:: Task ::
All of the entries must appear again exactly as written.

:: Data shown ::
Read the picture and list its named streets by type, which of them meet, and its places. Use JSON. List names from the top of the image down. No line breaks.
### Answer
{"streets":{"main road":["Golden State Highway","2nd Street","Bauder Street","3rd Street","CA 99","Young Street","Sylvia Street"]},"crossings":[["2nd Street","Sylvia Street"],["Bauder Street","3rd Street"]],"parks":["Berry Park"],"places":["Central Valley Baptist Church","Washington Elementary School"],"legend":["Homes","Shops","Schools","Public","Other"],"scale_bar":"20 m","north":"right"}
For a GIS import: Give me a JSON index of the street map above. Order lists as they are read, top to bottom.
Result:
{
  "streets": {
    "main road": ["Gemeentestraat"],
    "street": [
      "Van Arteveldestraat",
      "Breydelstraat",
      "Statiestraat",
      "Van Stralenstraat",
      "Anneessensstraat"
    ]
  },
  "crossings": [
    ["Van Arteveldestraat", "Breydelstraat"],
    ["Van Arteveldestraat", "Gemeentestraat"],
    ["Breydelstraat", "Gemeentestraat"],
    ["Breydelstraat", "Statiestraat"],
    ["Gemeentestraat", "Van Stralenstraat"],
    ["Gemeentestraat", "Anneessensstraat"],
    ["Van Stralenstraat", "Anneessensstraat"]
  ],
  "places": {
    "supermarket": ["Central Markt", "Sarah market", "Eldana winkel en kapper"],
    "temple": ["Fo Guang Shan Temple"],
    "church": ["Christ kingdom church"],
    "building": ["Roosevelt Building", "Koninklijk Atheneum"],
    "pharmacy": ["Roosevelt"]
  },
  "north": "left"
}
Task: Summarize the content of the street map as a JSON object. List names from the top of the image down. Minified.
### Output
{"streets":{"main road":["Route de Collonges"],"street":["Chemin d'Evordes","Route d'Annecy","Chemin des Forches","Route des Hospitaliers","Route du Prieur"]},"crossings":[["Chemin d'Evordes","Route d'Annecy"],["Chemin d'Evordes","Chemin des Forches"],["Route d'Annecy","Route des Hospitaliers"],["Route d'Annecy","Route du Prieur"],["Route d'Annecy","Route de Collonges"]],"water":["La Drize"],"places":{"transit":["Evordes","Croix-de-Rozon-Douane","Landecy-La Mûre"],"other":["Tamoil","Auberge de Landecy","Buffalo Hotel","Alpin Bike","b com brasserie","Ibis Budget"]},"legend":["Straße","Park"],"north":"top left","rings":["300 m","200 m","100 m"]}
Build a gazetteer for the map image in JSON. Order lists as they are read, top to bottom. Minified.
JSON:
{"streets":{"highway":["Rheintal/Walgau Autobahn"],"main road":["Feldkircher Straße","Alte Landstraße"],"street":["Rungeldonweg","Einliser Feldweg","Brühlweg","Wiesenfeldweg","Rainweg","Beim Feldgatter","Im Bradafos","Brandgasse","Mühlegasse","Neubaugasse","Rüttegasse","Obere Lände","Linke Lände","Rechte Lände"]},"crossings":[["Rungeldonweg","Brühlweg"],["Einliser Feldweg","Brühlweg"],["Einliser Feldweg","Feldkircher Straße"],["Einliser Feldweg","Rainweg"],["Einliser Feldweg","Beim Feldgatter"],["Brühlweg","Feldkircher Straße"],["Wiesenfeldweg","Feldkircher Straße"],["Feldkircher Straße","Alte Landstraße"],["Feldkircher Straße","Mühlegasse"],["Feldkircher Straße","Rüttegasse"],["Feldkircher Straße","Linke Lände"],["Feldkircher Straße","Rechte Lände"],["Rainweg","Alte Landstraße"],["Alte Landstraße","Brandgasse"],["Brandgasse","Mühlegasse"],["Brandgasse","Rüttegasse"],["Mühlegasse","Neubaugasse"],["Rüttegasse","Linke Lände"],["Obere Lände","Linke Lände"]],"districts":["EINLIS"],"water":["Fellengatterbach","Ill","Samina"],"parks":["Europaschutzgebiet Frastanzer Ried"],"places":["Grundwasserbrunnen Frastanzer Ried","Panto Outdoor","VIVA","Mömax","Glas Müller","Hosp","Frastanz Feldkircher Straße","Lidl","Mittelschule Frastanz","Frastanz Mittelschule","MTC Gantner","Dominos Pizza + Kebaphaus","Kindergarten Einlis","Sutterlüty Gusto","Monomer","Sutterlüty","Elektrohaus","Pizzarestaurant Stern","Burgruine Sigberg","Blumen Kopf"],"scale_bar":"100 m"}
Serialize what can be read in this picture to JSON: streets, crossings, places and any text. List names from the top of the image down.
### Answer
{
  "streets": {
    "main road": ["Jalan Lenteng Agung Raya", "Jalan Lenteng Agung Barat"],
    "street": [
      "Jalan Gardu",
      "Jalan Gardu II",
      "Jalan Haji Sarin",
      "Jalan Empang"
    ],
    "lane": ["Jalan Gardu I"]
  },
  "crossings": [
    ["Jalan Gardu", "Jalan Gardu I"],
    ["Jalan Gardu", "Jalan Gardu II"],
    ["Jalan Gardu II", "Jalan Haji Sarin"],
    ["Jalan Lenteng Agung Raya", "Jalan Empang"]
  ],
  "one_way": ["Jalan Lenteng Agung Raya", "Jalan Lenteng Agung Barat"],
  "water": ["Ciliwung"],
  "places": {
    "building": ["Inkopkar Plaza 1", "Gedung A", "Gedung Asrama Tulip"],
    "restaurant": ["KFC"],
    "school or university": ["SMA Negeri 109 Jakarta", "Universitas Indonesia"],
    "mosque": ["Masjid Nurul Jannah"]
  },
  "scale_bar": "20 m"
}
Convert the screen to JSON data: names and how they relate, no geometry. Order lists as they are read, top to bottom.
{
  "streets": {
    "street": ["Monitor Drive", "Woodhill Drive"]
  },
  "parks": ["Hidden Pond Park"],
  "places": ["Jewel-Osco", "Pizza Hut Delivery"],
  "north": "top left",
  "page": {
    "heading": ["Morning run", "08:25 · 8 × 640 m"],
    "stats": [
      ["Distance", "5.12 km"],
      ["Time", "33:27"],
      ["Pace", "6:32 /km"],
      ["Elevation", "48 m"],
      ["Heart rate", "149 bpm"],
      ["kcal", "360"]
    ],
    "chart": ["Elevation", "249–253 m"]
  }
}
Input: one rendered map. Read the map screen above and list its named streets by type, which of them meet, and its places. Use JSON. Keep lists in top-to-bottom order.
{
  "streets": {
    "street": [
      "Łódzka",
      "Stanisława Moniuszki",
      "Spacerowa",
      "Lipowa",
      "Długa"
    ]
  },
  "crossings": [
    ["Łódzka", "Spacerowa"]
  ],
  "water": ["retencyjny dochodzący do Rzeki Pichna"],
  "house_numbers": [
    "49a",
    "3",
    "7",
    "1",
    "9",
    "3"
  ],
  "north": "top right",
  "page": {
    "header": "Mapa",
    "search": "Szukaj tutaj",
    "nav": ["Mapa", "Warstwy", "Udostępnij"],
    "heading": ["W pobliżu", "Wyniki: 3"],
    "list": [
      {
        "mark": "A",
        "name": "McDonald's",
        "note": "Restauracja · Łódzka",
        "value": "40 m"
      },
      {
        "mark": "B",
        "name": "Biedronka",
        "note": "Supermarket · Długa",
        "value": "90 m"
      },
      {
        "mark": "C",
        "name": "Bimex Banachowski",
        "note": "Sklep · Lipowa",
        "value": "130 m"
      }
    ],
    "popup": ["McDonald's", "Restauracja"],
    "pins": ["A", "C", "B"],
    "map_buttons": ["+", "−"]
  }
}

:: Expected answer ::
Read the picture and list its named streets by type, which of them meet, and its places. Use JSON. List names from the top of the image down. No line breaks.
### Answer
{"streets":{"main road":["Golden State Highway","2nd Street","Bauder Street","3rd Street","CA 99","Young Street","Sylvia Street"]},"crossings":[["2nd Street","Sylvia Street"],["Bauder Street","3rd Street"]],"parks":["Berry Park"],"places":["Central Valley Baptist Church","Washington Elementary School"],"legend":["Homes","Shops","Schools","Public","Other"],"scale_bar":"20 m","north":"right"}
For a GIS import: Give me a JSON index of the street map above. Order lists as they are read, top to bottom.
Result:
{
  "streets": {
    "main road": ["Gemeentestraat"],
    "street": [
      "Van Arteveldestraat",
      "Breydelstraat",
      "Statiestraat",
      "Van Stralenstraat",
      "Anneessensstraat"
    ]
  },
  "crossings": [
    ["Van Arteveldestraat", "Breydelstraat"],
    ["Van Arteveldestraat", "Gemeentestraat"],
    ["Breydelstraat", "Gemeentestraat"],
    ["Breydelstraat", "Statiestraat"],
    ["Gemeentestraat", "Van Stralenstraat"],
    ["Gemeentestraat", "Anneessensstraat"],
    ["Van Stralenstraat", "Anneessensstraat"]
  ],
  "places": {
    "supermarket": ["Central Markt", "Sarah market", "Eldana winkel en kapper"],
    "temple": ["Fo Guang Shan Temple"],
    "church": ["Christ kingdom church"],
    "building": ["Roosevelt Building", "Koninklijk Atheneum"],
    "pharmacy": ["Roosevelt"]
  },
  "north": "left"
}
Task: Summarize the content of the street map as a JSON object. List names from the top of the image down. Minified.
### Output
{"streets":{"main road":["Route de Collonges"],"street":["Chemin d'Evordes","Route d'Annecy","Chemin des Forches","Route des Hospitaliers","Route du Prieur"]},"crossings":[["Chemin d'Evordes","Route d'Annecy"],["Chemin d'Evordes","Chemin des Forches"],["Route d'Annecy","Route des Hospitaliers"],["Route d'Annecy","Route du Prieur"],["Route d'Annecy","Route de Collonges"]],"water":["La Drize"],"places":{"transit":["Evordes","Croix-de-Rozon-Douane","Landecy-La Mûre"],"other":["Tamoil","Auberge de Landecy","Buffalo Hotel","Alpin Bike","b com brasserie","Ibis Budget"]},"legend":["Straße","Park"],"north":"top left","rings":["300 m","200 m","100 m"]}
Build a gazetteer for the map image in JSON. Order lists as they are read, top to bottom. Minified.
JSON:
{"streets":{"highway":["Rheintal/Walgau Autobahn"],"main road":["Feldkircher Straße","Alte Landstraße"],"street":["Rungeldonweg","Einliser Feldweg","Brühlweg","Wiesenfeldweg","Rainweg","Beim Feldgatter","Im Bradafos","Brandgasse","Mühlegasse","Neubaugasse","Rüttegasse","Obere Lände","Linke Lände","Rechte Lände"]},"crossings":[["Rungeldonweg","Brühlweg"],["Einliser Feldweg","Brühlweg"],["Einliser Feldweg","Feldkircher Straße"],["Einliser Feldweg","Rainweg"],["Einliser Feldweg","Beim Feldgatter"],["Brühlweg","Feldkircher Straße"],["Wiesenfeldweg","Feldkircher Straße"],["Feldkircher Straße","Alte Landstraße"],["Feldkircher Straße","Mühlegasse"],["Feldkircher Straße","Rüttegasse"],["Feldkircher Straße","Linke Lände"],["Feldkircher Straße","Rechte Lände"],["Rainweg","Alte Landstraße"],["Alte Landstraße","Brandgasse"],["Brandgasse","Mühlegasse"],["Brandgasse","Rüttegasse"],["Mühlegasse","Neubaugasse"],["Rüttegasse","Linke Lände"],["Obere Lände","Linke Lände"]],"districts":["EINLIS"],"water":["Fellengatterbach","Ill","Samina"],"parks":["Europaschutzgebiet Frastanzer Ried"],"places":["Grundwasserbrunnen Frastanzer Ried","Panto Outdoor","VIVA","Mömax","Glas Müller","Hosp","Frastanz Feldkircher Straße","Lidl","Mittelschule Frastanz","Frastanz Mittelschule","MTC Gantner","Dominos Pizza + Kebaphaus","Kindergarten Einlis","Sutterlüty Gusto","Monomer","Sutterlüty","Elektrohaus","Pizzarestaurant Stern","Burgruine Sigberg","Blumen Kopf"],"scale_bar":"100 m"}
Serialize what can be read in this picture to JSON: streets, crossings, places and any text. List names from the top of the image down.
### Answer
{
  "streets": {
    "main road": ["Jalan Lenteng Agung Raya", "Jalan Lenteng Agung Barat"],
    "street": [
      "Jalan Gardu",
      "Jalan Gardu II",
      "Jalan Haji Sarin",
      "Jalan Empang"
    ],
    "lane": ["Jalan Gardu I"]
  },
  "crossings": [
    ["Jalan Gardu", "Jalan Gardu I"],
    ["Jalan Gardu", "Jalan Gardu II"],
    ["Jalan Gardu II", "Jalan Haji Sarin"],
    ["Jalan Lenteng Agung Raya", "Jalan Empang"]
  ],
  "one_way": ["Jalan Lenteng Agung Raya", "Jalan Lenteng Agung Barat"],
  "water": ["Ciliwung"],
  "places": {
    "building": ["Inkopkar Plaza 1", "Gedung A", "Gedung Asrama Tulip"],
    "restaurant": ["KFC"],
    "school or university": ["SMA Negeri 109 Jakarta", "Universitas Indonesia"],
    "mosque": ["Masjid Nurul Jannah"]
  },
  "scale_bar": "20 m"
}
Convert the screen to JSON data: names and how they relate, no geometry. Order lists as they are read, top to bottom.
{
  "streets": {
    "street": ["Monitor Drive", "Woodhill Drive"]
  },
  "parks": ["Hidden Pond Park"],
  "places": ["Jewel-Osco", "Pizza Hut Delivery"],
  "north": "top left",
  "page": {
    "heading": ["Morning run", "08:25 · 8 × 640 m"],
    "stats": [
      ["Distance", "5.12 km"],
      ["Time", "33:27"],
      ["Pace", "6:32 /km"],
      ["Elevation", "48 m"],
      ["Heart rate", "149 bpm"],
      ["kcal", "360"]
    ],
    "chart": ["Elevation", "249–253 m"]
  }
}
Input: one rendered map. Read the map screen above and list its named streets by type, which of them meet, and its places. Use JSON. Keep lists in top-to-bottom order.
{
  "streets": {
    "street": [
      "Łódzka",
      "Stanisława Moniuszki",
      "Spacerowa",
      "Lipowa",
      "Długa"
    ]
  },
  "crossings": [
    ["Łódzka", "Spacerowa"]
  ],
  "water": ["retencyjny dochodzący do Rzeki Pichna"],
  "house_numbers": [
    "49a",
    "3",
    "7",
    "1",
    "9",
    "3"
  ],
  "north": "top right",
  "page": {
    "header": "Mapa",
    "search": "Szukaj tutaj",
    "nav": ["Mapa", "Warstwy", "Udostępnij"],
    "heading": ["W pobliżu", "Wyniki: 3"],
    "list": [
      {
        "mark": "A",
        "name": "McDonald's",
        "note": "Restauracja · Łódzka",
        "value": "40 m"
      },
      {
        "mark": "B",
        "name": "Biedronka",
        "note": "Supermarket · Długa",
        "value": "90 m"
      },
      {
        "mark": "C",
        "name": "Bimex Banachowski",
        "note": "Sklep · Lipowa",
        "value": "130 m"
      }
    ],
    "popup": ["McDonald's", "Restauracja"],
    "pins": ["A", "C", "B"],
    "map_buttons": ["+", "−"]
  }
}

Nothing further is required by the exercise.